Audio quality appeared fine. Speech remained natural and concise, with no signs of edginess or problems connected to intelligibility. Music showed nice range and clarity, and the bass response demonstrated a reasonably solid punch, though some disappointments occurred; for example, during the Santa fight, the big Santa’s foreboding footsteps lacked much presence. Effects were bright and accurate, and they also showed good depth when appropriate. Nothing about the soundtrack stood out as exceptional, but the mix seemed decent for this sort of flick.
How did the picture and audio of this “Family Fun Edition” compare to those of the prior DVD from 2004? I thought the two discs looked and sounded very similar. I didn’t feel any significant pluses or minuses came with the new DVD.
A few extras round out the set. The primary attraction here comes from the extended version of Jingle. This longer cut adds four minutes and 11 seconds to the running time of the theatrical release; the latter also appears on the DVD. If you want a list of the differences between the two cuts… look elsewhere. I only saw the theatrical cut once and that was three years ago, so I couldn’t determine changes other than the addition of a scene with Yeardley Smith as a woman who bilks Howard for a Booster doll. I can say that the longer cut works no better or worse than the theatrical version. Both have the same pros and cons, so don’t expect the added material to make a difference.
Fans who read the packaging will be disappointed, though.

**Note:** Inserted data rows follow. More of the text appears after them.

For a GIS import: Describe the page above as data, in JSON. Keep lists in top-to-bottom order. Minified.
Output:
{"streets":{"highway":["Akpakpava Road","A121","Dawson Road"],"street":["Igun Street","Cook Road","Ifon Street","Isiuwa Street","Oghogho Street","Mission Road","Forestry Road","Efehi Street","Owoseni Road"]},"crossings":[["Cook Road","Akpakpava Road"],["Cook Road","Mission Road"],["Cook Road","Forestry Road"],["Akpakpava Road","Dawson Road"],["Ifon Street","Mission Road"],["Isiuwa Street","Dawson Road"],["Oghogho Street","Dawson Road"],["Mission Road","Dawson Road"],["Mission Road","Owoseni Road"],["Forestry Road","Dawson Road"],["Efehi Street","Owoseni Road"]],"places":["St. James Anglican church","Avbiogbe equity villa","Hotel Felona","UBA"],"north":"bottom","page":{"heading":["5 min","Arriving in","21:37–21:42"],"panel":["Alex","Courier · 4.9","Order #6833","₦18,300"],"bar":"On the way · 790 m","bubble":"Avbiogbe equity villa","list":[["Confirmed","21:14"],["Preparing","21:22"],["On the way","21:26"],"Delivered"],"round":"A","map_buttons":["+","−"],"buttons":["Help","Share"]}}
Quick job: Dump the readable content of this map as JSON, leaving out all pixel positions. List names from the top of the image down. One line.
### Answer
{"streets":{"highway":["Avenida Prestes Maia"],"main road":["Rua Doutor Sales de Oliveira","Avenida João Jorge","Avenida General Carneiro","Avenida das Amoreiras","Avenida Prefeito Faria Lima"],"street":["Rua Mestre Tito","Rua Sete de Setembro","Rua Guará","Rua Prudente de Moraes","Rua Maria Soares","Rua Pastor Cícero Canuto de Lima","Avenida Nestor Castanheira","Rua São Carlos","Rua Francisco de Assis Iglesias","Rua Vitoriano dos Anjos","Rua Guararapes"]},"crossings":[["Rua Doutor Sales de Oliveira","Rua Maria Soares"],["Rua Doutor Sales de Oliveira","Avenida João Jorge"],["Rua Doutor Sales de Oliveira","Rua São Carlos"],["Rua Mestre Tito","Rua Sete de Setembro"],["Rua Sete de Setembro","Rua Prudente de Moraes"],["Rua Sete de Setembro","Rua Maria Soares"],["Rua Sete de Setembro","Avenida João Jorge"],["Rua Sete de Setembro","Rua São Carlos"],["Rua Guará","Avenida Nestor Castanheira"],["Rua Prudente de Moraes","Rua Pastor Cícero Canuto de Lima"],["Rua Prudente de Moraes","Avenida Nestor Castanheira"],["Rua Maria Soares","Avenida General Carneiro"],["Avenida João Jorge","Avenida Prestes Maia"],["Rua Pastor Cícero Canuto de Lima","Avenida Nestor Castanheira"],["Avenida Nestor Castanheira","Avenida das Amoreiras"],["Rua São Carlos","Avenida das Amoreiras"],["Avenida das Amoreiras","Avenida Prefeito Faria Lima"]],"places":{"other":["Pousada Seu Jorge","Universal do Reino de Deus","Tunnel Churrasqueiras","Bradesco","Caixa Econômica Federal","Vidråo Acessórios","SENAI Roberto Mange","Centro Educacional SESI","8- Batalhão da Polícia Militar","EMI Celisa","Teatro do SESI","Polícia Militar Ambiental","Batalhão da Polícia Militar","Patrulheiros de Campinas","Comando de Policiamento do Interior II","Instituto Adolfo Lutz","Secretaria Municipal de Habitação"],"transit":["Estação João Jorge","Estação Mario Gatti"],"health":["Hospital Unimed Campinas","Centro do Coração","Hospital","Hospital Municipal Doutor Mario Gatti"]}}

A sticker on the slipcase proclaims that this cut comes with “over 20 minutes of footage not seen in theaters!” and the running time on the back states that the film lasts 122 minutes, which would mean 33 minutes of extra material.
But those promises don’t come true. The extended cut lasts precisely 93 minutes, 39 seconds – not 122 minutes, and only four minutes longer than the 89-minute and 28-second theatrical version. How did Fox mess up this situation so badly? I don’t know, but this is a big mistake since the extended cut isn’t nearly as long as promised.
Three featurettes follow. The Making of a Hero goes for 15 minutes, 29 seconds and includes info from director Brian Levant, Turbo Man designer/supervisor Tim Flattery, producer Michael Barnathan, and actors Arnold Schwarzenegger and Dan Riordan. “Hero” looks at the design of Turbo Man, the creation of the live-action costume, and shooting the superhero scenes. The show offers a surprisingly tight little look at the Turbo Man topics. It turns into a fun and informative view of those subjects.
Super Kids lasts eight minutes, 12 seconds and presents notes from kids of varying ages from four to 14. They tell us why they like superheroes and what powers they wish they possessed. It’s a pretty pointless piece.
Finally, Turbo Man: Behind the Mask fills eight minutes, 17 seconds. It offers a faux documentary that pretends there really was a Turbo Man series in the mid-1990s. It’s cute but not particularly interesting, especially since it wants us to believe Turbo Man really existed.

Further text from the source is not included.